The invention relates to a process for manufacturing a laminate made up of two film-shaped substrates joined together by an adhesive layer.

Present day laminating technology in the production of packaging is based on individual layers which are applied by means of rolls. On bonding different materials together such as e.g. aluminium and polypropylene it is necessary, with respect to the type of adhesive film used, to find a compromise between the optimum properties to achieve bonding on the aluminium surface and on the polypropylene surface. To achieve bonding with an adhesive therefore, it is necessary to accept a compromise between the optimum formulation for aluminium and polypropylene. Optimum adhesive layers, therefore, often require expensive formulations. If necessary, to obtain optimum bonding an additional primer must be applied, which either requires a separate pass on the machine or an additional station for its application.

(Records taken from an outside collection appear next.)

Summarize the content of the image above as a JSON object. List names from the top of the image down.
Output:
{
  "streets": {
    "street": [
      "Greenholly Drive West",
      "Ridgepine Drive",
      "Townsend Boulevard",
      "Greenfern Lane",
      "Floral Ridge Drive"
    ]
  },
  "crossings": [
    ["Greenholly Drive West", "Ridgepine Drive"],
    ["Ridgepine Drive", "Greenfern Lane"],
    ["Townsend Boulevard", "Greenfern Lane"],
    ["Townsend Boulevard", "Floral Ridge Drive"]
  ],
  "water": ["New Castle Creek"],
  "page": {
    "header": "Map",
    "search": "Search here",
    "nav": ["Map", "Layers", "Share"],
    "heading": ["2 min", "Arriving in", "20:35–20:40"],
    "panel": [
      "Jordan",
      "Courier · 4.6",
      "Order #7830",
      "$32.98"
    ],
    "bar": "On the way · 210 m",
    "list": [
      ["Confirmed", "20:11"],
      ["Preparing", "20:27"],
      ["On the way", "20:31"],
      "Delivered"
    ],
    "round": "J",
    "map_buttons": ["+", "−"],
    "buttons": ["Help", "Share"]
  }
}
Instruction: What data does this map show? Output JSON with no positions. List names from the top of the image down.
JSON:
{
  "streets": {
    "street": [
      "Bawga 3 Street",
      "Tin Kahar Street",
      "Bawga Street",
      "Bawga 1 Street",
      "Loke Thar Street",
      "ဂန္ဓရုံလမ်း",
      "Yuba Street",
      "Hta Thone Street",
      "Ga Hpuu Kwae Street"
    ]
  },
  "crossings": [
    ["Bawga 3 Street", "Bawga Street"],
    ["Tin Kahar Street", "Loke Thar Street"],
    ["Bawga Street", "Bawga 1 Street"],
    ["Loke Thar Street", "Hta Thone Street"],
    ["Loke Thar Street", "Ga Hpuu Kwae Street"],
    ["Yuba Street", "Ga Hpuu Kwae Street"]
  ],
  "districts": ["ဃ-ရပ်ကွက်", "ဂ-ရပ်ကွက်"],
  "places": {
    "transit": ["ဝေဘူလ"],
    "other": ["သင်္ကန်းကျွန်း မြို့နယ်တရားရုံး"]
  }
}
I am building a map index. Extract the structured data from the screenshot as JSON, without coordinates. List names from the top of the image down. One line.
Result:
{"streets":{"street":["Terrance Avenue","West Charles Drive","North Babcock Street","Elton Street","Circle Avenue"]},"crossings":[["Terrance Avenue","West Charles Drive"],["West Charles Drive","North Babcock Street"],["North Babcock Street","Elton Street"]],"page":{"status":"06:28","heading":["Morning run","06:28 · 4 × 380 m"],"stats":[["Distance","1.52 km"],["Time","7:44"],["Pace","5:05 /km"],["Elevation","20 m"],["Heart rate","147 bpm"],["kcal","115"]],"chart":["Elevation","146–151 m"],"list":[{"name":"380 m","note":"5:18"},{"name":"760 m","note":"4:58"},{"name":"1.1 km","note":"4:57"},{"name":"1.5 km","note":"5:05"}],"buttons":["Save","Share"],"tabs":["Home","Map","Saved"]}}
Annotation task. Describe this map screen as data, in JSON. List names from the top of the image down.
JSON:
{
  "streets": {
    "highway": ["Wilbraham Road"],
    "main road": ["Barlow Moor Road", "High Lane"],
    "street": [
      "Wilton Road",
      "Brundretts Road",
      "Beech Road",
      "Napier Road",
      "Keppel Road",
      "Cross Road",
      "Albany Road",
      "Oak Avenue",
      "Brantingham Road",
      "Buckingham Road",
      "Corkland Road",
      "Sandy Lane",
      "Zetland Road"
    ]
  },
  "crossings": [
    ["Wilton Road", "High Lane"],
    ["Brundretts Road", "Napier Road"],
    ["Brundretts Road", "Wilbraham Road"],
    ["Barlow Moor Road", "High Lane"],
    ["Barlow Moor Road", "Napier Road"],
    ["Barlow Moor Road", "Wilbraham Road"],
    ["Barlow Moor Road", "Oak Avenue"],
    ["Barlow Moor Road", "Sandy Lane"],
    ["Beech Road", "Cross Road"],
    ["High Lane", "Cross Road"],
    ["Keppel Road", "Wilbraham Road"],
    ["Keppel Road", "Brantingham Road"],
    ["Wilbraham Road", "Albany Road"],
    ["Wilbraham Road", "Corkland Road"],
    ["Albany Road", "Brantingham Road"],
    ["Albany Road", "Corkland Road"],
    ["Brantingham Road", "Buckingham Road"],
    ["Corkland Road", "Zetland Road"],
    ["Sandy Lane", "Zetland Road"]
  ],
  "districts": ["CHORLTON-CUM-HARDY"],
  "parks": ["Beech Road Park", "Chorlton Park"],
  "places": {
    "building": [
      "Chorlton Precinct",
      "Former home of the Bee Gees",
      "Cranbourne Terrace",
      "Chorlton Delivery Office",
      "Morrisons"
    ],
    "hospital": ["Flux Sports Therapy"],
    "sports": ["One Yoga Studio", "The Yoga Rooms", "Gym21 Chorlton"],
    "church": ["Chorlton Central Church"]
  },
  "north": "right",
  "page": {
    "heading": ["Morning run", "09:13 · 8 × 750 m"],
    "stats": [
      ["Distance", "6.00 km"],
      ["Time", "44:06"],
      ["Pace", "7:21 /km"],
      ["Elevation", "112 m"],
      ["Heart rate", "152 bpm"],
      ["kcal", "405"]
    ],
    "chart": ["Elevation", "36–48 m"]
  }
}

For many years now, a liquid film coating process, known under the name of “Curtain Coating”, has been employed for the production of multi-layer photographic films and papers. In this coating process several layers coming from a slit-shaped nozzle form a free-falling curtain and are applied simultaneously to a moving strip of material.

It has also been proposed to use curtain coating technology for coating paper and for manufacturing plastic laminate types of material.

In WO-A-0154828 a process for manufacturing a multi-layer packaging laminate with at least two superimposed layers is made known in which process two or more layers are deposited in a liquid form onto a substrate made of paper, cardboard or plastic film, which may if desired already be coated, and subsequently dried. Thee liquid film coatings are adhesive layers, barrier layers, intermediate layers as spacers, oxygen-scavenger layers and hot-sealing layers.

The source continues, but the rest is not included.